„Brueghel und ich.“

Alexandra Klobouk
800 Schritte: Maria-Theresien-Platz - Kunsthistorisches Museum - Gemäldegalerie. Auf Augenhöhe mit dem Wundervollen.

Ich gehe – weil ich manchmal keine Lust habe, dort zu sein, wo alle anderen sind – ins Kunsthistorische Museum Wien. Draußen heizt die Sonne, und die ganze Stadt hat sich dem lustigen Spiel verschrieben, um die wenigen freien Sitzplätze an der frischen Luft zu raufen und in möglichst kurzer Zeit möglichst viel Bier zu trinken, damit sich die Mühe gelohnt hat.

Das erklärt die frenetische Lautstärke in allen Gastgärten. Klar, auch das „Kunsthistorische“ wird von der Völkerwanderung nicht verschont, wobei herrliches Frühsommerwetter eine faire Chance offeriert, einen der herrlichsten Orte der Welt so zu genießen, als gehöre er uns allein (was ja im Grunde auch so ist. Die Bundesmuseen stehen ja zum Glück im Eigentum von uns Staatsbürgern, was ein wesentlicher Grund dafür ist, dass wir für die Jahreskarte nur 39 Euro bezahlen).

Ich zeige also meine Jahreskarte, erwidere das freundliche Nicken des Kartenabreißers und steige die Feststiege hinauf, nicht ohne den spektakulären Durchblick vom Foyer in die Kuppel des Hauses zur Kenntnis zu nehmen und – der Durchblick ist ein eitler Hund – angemessen zu bewundern.

Das Kunsthistorische ist ein Labyrinth von Kostbarkeiten. Die uninteressanteste Art, hier durch die Sammlungen zu wandern, entspringt der ängstlichen Vorstellung von Vollständigkeit, mit der viele Besucher die Investition der Eintrittskarte legitimieren: Bloß kein Bild NICHT sehen, auch wenn für das Betrachten jedes Meisterwerks bloß ein paar Sekundenbruchteile zur Verfügung stehen.

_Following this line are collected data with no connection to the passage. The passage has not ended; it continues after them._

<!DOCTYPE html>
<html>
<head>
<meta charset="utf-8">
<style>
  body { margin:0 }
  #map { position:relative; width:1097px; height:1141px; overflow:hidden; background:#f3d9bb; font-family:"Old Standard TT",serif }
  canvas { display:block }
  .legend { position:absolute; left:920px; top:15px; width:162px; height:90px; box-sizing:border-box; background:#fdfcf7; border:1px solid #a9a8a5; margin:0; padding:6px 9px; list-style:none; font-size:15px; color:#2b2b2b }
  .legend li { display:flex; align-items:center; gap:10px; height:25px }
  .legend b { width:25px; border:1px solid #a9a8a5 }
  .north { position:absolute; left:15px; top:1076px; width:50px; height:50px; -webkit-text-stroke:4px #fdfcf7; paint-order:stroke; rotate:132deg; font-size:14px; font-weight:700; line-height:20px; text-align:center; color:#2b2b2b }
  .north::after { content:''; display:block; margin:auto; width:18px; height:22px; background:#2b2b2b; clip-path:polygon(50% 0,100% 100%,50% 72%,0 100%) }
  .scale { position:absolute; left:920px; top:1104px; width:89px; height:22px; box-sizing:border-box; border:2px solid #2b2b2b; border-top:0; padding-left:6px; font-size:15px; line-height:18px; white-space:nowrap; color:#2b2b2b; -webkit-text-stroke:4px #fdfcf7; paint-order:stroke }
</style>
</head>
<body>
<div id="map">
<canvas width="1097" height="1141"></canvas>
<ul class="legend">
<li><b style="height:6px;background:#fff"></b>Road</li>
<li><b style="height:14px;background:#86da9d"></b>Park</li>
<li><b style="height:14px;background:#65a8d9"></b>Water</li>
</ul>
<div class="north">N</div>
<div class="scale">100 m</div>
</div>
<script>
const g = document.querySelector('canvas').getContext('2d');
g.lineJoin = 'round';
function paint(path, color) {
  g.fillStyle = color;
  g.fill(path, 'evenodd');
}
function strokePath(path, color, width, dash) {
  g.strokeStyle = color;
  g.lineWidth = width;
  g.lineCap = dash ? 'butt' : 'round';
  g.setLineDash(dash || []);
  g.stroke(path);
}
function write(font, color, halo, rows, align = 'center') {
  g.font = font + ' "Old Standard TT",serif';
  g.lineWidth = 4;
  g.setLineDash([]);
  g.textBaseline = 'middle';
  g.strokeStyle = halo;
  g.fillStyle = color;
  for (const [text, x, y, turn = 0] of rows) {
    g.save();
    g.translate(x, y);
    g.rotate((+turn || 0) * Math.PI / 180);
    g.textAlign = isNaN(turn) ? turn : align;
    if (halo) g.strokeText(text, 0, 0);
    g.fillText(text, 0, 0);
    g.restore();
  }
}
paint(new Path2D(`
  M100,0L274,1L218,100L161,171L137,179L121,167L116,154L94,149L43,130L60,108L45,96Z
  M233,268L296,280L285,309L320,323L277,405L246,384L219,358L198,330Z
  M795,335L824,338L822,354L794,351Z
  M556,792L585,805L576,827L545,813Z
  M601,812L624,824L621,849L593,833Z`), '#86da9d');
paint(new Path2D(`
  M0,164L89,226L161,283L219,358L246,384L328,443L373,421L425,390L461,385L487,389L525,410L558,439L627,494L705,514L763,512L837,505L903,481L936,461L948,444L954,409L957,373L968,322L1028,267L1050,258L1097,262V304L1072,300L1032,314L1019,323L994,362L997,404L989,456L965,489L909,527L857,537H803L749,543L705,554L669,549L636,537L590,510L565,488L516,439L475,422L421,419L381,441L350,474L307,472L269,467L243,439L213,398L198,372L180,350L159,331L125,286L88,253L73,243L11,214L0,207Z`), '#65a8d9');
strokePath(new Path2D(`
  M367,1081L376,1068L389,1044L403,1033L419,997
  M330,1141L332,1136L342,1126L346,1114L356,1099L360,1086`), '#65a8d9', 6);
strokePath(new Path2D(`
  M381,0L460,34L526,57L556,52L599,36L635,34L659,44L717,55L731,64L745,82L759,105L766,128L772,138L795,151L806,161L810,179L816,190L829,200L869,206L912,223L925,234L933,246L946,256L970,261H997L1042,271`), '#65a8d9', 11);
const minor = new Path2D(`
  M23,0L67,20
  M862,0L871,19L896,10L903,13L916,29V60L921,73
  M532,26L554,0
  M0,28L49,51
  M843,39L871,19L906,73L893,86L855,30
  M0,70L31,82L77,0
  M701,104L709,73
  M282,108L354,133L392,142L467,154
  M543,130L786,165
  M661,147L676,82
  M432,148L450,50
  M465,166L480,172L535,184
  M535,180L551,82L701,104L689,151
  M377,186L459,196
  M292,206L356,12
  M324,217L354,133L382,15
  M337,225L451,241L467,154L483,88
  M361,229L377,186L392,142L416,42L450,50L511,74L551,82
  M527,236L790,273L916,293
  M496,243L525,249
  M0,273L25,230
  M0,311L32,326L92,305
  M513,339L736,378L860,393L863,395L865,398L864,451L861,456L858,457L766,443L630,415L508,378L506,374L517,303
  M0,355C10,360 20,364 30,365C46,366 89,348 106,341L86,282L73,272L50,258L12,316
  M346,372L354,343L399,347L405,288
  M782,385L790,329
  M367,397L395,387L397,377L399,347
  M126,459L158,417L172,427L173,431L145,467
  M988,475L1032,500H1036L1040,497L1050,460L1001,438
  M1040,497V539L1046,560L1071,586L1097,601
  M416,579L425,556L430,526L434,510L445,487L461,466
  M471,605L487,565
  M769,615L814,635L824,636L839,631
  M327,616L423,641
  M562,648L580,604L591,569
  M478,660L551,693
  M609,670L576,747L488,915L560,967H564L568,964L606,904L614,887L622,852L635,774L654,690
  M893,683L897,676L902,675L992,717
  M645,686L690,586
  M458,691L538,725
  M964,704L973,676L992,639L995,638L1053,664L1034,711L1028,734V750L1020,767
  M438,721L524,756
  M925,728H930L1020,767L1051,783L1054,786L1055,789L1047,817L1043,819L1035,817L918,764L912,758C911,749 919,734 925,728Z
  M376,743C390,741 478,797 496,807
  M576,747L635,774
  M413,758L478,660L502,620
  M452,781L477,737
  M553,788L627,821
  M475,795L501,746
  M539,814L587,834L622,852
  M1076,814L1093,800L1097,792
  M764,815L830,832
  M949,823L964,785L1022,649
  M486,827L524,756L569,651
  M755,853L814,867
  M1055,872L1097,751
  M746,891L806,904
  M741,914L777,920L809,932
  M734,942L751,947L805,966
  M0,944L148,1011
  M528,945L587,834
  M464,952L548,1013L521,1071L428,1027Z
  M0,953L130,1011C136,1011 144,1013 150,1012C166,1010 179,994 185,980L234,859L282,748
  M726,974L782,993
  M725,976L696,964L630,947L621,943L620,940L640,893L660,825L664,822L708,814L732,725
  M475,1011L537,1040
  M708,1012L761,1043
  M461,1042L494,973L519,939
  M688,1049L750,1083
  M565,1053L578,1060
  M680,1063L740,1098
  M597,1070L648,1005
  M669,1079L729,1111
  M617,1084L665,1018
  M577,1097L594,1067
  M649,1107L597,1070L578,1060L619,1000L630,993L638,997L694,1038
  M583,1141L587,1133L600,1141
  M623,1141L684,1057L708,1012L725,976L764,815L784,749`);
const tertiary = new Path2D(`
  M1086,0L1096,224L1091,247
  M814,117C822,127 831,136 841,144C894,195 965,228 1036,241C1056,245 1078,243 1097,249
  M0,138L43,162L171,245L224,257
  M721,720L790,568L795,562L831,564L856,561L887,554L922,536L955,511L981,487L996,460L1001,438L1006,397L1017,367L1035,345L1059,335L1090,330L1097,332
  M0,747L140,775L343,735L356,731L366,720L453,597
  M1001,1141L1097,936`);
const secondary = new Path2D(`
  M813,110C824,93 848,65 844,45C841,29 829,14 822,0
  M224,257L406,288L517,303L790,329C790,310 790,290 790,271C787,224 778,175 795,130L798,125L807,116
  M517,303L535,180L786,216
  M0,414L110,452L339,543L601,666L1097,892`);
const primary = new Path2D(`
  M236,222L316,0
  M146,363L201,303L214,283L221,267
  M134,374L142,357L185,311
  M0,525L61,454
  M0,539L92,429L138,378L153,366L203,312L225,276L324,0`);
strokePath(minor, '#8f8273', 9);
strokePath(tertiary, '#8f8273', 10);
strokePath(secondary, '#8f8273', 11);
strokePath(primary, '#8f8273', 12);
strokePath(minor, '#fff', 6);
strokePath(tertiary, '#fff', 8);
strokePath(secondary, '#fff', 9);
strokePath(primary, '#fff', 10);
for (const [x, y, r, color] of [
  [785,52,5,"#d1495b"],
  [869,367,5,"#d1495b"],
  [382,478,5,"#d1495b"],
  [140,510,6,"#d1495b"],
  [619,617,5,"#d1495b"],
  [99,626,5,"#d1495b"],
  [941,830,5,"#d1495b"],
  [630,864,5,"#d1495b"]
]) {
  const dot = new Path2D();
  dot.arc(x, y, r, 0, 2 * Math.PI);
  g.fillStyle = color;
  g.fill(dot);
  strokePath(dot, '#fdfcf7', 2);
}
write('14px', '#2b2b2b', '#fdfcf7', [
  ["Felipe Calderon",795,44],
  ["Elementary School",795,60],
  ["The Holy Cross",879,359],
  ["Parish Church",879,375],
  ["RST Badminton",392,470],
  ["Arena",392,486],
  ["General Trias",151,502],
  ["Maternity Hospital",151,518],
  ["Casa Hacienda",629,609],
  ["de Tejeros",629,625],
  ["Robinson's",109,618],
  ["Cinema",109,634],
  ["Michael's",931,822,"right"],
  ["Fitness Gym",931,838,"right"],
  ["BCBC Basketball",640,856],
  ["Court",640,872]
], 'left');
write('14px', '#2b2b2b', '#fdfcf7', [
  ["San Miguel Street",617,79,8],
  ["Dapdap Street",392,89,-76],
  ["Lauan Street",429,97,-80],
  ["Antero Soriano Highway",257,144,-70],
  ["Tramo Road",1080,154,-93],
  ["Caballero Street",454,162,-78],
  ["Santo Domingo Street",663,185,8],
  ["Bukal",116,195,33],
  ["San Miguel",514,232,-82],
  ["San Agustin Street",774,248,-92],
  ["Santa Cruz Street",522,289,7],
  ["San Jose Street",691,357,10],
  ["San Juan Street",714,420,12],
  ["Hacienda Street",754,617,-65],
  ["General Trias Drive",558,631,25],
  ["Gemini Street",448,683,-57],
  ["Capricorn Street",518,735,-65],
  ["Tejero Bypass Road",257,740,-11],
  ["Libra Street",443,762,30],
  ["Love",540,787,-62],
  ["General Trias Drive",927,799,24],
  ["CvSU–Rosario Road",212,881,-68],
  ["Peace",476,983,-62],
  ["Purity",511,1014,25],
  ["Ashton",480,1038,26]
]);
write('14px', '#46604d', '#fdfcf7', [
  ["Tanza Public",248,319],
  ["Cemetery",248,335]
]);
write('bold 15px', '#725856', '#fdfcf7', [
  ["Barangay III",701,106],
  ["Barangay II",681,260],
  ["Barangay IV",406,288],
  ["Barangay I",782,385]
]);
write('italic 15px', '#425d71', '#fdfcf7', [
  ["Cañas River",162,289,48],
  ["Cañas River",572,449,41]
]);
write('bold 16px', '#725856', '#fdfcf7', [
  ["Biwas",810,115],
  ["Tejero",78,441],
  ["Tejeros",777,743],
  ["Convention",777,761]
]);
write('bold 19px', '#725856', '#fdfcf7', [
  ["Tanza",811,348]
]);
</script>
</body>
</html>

Natürlich wohnt dieser Attitüde die absolute Gewissheit inne, dass kein einziges Bild in der Erinnerung des Besuchers haften bleibt, dass kein Funke überspringt, selbst dort nicht, wo ein längst verblichener Meister eine noch immer drängende Geschichte erzählt.

Natürlich ist die wirkungsvollste Strategie, dieser Falle zu entgehen, die Selbstbeschränkung: die Konzentration auf einen Raum allein, vielleicht auf einen kleinen Zyklus von Gemälden, und wenn schon das zu viel ist, auf ein einziges Gemälde, dein Bild des Tages.

Ich kann mich zum Beispiel nicht satt sehen an den Meisterwerken im Brueghelsaal der Gemäldegalerie, an den ikonischen Werken von Pieter Brueghel dem Älteren aus dem Jahr 1565, an der „Bauernhochzeit“ oder der „Anbetung der Könige“, am „Turmbau zu Babel“ und ganz besonders an den „Jägern im Schnee“, die ich zum ersten Mal vor Jahrzehnten auf einem Kunstkalender in der Küche meiner Großmutter gesehen habe. Die winterliche Melancholie, wie sie von den gedeckten Farben erzählt wird, rührt und kühlt mich. Die vergnügten Kinder, die im Hintergrund eislaufen, trösten mich. Die tiefe Ferne greift mir ans Herz.

Dabei empfinde ich etwas Seltenes, wie es mir sonst höchstens in den Sinn kommt, wenn ich ein Bob-Dylan-Konzert besuche oder eine Lesung von Hans Magnus Enzensberger: Hier bin ich mit dem Wundervollsten, was eine Epoche hervorgebracht hat, auf Augenhöhe. Ich betrachte das Bild. Das Bild betrachtet mich.

An diesem Vormittag im frühen Sommer, Brueghel und ich.